A su Luzbella dedicó varias octavas reales y ella aparece con él en un retrato al óleo que se exhibía en la sala capitular de la Catedral de León, pero desapareció misteriosamente. A sus tres sobrinas legaría dinero y una casa. En octubre de 1802 divulgó una noticia sobre el guaco, bejuco fibroso cuyo zumo ingerido constituía “un remedio eficacísimo contra las mordeduras de serpientes”. Publicada en la Gaceta de Guatemala, procedía del Reino de Santa Fe. Allí la planta se conocía, desde muchos años atrás, entre negros e indios, lo mismo que en Nicaragua, según el obispo, aficionado a la botánica.
En el citado catálogo se agrega que fue Comisario del Santo Oficio de la Suprema de México y se reconoce sus “bellas cualidades de amabilidad, dulzura, prudencia y moderación”. Poseía tres esclavos y en su testamento les otorgó la libertad, dejando a uno de ellos, Ambrosio Salguero, 200 pesos. Su biblioteca fue avaluada en 650. Administró la diócesis en forma pacífica y feliz. Pero su muerte no se debió a picadura de serpiente, sino a los arañazos de su enfurecida gata romana que le desgarraron la yugular.

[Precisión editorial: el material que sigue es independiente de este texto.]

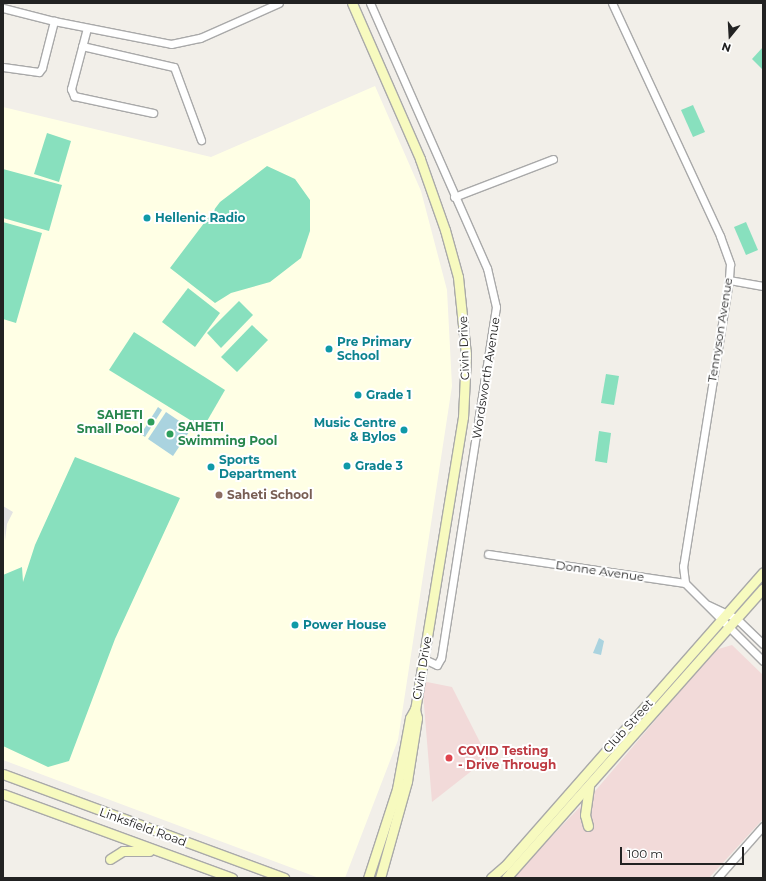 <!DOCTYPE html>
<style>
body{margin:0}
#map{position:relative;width:766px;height:881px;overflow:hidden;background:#f2efe9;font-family:Montserrat,sans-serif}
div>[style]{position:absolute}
.commercial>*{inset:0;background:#f2dad9}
.education>*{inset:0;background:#ffffe5}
.pitch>*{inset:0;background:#88e0be}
.parking>*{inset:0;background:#e2e2e2}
.water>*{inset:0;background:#aad3df}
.roads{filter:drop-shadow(1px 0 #a9a9a9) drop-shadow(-1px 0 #a9a9a9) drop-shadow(0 1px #a9a9a9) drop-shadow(0 -1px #a9a9a9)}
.minor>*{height:7px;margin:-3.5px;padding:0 3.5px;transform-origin:3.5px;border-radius:3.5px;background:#fff}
.secondary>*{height:9px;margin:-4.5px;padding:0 4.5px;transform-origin:4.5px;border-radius:4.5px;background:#f7fabf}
.dots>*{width:11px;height:11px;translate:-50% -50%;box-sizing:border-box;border:2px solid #fff;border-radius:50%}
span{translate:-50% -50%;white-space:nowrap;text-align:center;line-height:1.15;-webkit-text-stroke:4px #fff;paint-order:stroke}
.culture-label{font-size:12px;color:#0d838f;font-weight:700}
.left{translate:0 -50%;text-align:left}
.right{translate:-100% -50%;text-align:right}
.street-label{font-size:12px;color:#222}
.leisure-label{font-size:12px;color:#27864d;font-weight:700}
.education-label{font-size:12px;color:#785e54;font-weight:700}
.health-label{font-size:12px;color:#be3a42;font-weight:700}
.frame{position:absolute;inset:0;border:4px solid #222;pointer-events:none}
.north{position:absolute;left:710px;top:16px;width:40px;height:40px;-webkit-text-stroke:3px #fff;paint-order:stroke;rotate:198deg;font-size:11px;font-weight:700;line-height:16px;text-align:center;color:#222}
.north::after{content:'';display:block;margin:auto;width:14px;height:18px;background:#222;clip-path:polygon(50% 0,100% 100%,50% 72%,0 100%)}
.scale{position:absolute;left:620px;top:847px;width:124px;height:18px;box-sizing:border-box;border:2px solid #222;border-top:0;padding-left:5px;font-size:12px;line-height:14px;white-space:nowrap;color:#222;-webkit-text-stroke:3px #fff;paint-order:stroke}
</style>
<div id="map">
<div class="commercial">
<div style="clip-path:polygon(732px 645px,763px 675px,763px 819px,709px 878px,512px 878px,596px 790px,715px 650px)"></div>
<div style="clip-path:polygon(422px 681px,452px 687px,488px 758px,432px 802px)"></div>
</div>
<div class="education">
<div style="clip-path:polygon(375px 86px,421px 191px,447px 290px,452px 386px,398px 740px,345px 878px,319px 878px,3px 760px,3px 107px,211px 157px)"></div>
</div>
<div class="pitch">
<div style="clip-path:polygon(763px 47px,763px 67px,762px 69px,752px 59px)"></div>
<div style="clip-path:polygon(693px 105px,705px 132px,693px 137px,681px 110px)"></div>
<div style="clip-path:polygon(47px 133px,71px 141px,59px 182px,34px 174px)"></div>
<div style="clip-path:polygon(267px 166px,295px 179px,310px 200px,310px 231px,301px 258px,270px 282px,231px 293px,215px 303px,170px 268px,220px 202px)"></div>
<div style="clip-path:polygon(3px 169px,62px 185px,49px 231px,3px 218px)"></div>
<div style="clip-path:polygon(3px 222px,42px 233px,16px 323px,3px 319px)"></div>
<div style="clip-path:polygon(746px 222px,758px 250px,746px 255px,734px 227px)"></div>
<div style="clip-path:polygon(188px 288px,220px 313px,195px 347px,162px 322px)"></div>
<div style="clip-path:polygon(239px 301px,253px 315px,221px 348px,207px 333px)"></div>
<div style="clip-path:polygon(252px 325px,268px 340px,237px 372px,221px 357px)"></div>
<div style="clip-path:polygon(134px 332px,225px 390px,203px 428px,109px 370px)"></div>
<div style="clip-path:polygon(606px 374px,619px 376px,614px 405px,601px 403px)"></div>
<div style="clip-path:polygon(599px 431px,611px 433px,607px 463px,595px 461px)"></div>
<div style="clip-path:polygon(75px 457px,180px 498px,115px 639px,69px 761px,48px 767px,3px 746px,3px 575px,22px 567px,23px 582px,35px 545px)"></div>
</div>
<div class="parking">
<div style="clip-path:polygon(3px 506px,13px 512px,7px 524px,5px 541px)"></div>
</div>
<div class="water">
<div style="clip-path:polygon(158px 407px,162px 410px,145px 437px,141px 434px)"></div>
<div style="clip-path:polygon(166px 412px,191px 429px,173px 456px,148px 439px)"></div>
<div style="clip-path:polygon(599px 638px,604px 641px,601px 655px,593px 653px)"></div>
</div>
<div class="roads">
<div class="minor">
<div style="left:370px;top:3px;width:290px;rotate:66.2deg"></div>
<div style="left:487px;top:268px;width:40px;rotate:77deg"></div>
<div style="left:496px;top:307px;width:355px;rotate:98.9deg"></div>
<div style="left:441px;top:658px;width:8px;rotate:120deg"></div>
<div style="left:437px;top:665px;width:14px;rotate:-155deg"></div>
<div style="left:612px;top:3px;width:257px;rotate:65.1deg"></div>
<div style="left:720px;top:236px;width:30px;rotate:70deg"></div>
<div style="left:730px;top:264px;width:16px;rotate:94deg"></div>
<div style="left:729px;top:280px;width:290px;rotate:99.1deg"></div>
<div style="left:683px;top:566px;width:17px;rotate:83deg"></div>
<div style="left:3px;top:8px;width:53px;rotate:14.3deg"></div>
<div style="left:54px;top:21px;width:119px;rotate:11.1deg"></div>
<div style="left:171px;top:44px;width:30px;rotate:-12deg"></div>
<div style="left:200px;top:38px;width:86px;rotate:-23.9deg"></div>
<div style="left:87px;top:28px;width:63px;rotate:104.7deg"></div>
<div style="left:71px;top:89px;width:8px;rotate:67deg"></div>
<div style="left:74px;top:96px;width:81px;rotate:12.1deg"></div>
<div style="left:82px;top:46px;width:94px;rotate:12.9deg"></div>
<div style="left:174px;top:67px;width:78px;rotate:69.7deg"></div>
<div style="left:3px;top:67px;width:36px;rotate:8deg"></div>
<div style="left:39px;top:72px;width:5px;rotate:-53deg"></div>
<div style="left:42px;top:68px;width:49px;rotate:-75.7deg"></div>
<div style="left:454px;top:197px;width:106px;rotate:-21deg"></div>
<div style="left:729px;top:280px;width:35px;rotate:10deg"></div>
<div style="left:488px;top:554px;width:199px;rotate:8.4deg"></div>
<div style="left:685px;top:583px;width:110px;rotate:45deg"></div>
<div style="left:708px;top:605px;width:31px;rotate:25deg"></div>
<div style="left:736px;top:618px;width:37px;rotate:44deg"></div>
<div style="left:717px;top:878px;width:69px;rotate:-48.5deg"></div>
</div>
<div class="secondary">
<div style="left:352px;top:3px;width:170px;rotate:66.4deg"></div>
<div style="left:420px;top:159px;width:75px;rotate:70.6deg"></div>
<div style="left:445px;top:230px;width:49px;rotate:74.5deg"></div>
<div style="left:458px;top:277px;width:77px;rotate:84.1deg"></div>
<div style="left:466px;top:354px;width:63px;rotate:92.7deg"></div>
<div style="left:463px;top:417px;width:296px;rotate:99.3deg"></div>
<div style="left:415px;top:709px;width:10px;rotate:119deg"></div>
<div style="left:410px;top:718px;width:72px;rotate:100.4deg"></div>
<div style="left:397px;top:789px;width:94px;rotate:108deg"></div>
<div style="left:3px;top:774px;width:300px;rotate:20.3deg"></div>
<div style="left:3px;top:794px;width:244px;rotate:20.1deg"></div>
<div style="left:588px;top:826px;width:11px;rotate:-105deg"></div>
<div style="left:585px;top:815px;width:29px;rotate:-82deg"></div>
<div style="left:110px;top:859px;width:15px;rotate:-32deg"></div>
<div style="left:123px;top:851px;width:26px"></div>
<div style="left:380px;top:878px;width:101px;rotate:-74.4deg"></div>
<div style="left:407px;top:781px;width:64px;rotate:-81deg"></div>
<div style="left:417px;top:718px;width:9px;rotate:-103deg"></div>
<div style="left:491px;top:878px;width:18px;rotate:-41deg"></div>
<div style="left:505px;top:866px;width:391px;rotate:-48.7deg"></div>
<div style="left:506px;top:878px;width:387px;rotate:-48.4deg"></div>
</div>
</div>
<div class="dots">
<div style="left:147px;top:218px;background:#0f9aa8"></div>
<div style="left:329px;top:349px;background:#0f9aa8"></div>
<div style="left:358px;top:395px;background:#0f9aa8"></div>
<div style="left:151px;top:422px;background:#2e9e5b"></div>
<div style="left:404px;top:430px;background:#0f9aa8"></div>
<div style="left:170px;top:434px;background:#2e9e5b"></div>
<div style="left:347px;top:466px;background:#0f9aa8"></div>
<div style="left:211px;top:467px;background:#0f9aa8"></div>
<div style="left:219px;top:495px;background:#8d6e63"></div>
<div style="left:295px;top:625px;background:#0f9aa8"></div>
<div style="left:449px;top:758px;background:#e0444e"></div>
</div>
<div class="culture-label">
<span class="left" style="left:155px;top:218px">Hellenic Radio</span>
<span class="left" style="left:337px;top:349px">Pre Primary<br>School</span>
<span class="left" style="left:366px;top:395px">Grade 1</span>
<span class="right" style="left:396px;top:430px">Music Centre<br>&amp; Bylos</span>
<span class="left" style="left:219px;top:467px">Sports<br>Department</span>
<span class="left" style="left:355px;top:466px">Grade 3</span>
<span class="left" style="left:303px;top:625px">Power House</span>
</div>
<div class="street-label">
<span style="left:720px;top:330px;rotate:-81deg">Tennyson Avenue</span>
<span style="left:464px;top:348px;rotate:-92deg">Civin Drive</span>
<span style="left:486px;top:378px;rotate:-81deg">Wordsworth Avenue</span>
<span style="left:600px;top:571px;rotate:8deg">Donne Avenue</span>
<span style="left:422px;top:668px;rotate:-80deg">Civin Drive</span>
<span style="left:628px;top:726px;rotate:-48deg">Club Street</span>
<span style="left:143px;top:827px;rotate:20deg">Linksfield Road</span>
</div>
<div class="leisure-label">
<span class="right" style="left:143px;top:422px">SAHETI<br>Small Pool</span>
<span class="left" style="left:178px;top:434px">SAHETI<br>Swimming Pool</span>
</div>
<div class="education-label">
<span class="left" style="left:227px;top:495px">Saheti School</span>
</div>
<div class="health-label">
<span class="left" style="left:458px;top:758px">COVID Testing<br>- Drive Through</span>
</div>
<div class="frame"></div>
<div class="north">N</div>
<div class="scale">100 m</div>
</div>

El obispo pereció, desangrado, la mañana del 25 de mayo de 1803. Unos refieren que la perversa gata se tornó iracunda al no ser atendida, antes que su amo, en el desayuno, como era de rigor; otros afirman que Luzbella, de centellantes ojos verdes, fue encerrada en un cuarto oscuro y que, al abrir la puerta del cuarto Huerta y Caso, aquella se le abalanzó. Según Rafael Heliodoro Valle, la caprichosa felina fue castigada por haber engullido la colación del prelado: aromático chocolate y pan de yema.
Los tres esclavos domésticos hallaron a la víctima con un trozo de madera en las manos. Al parecer, el agraviado monseñor había tundido a palos a su gataza. Desde entonces, esta desapareció por arte de magia y los leoneses inventaron el siguiente dicho que todavía repiten en Masaya:
––Gata: animala ingrata.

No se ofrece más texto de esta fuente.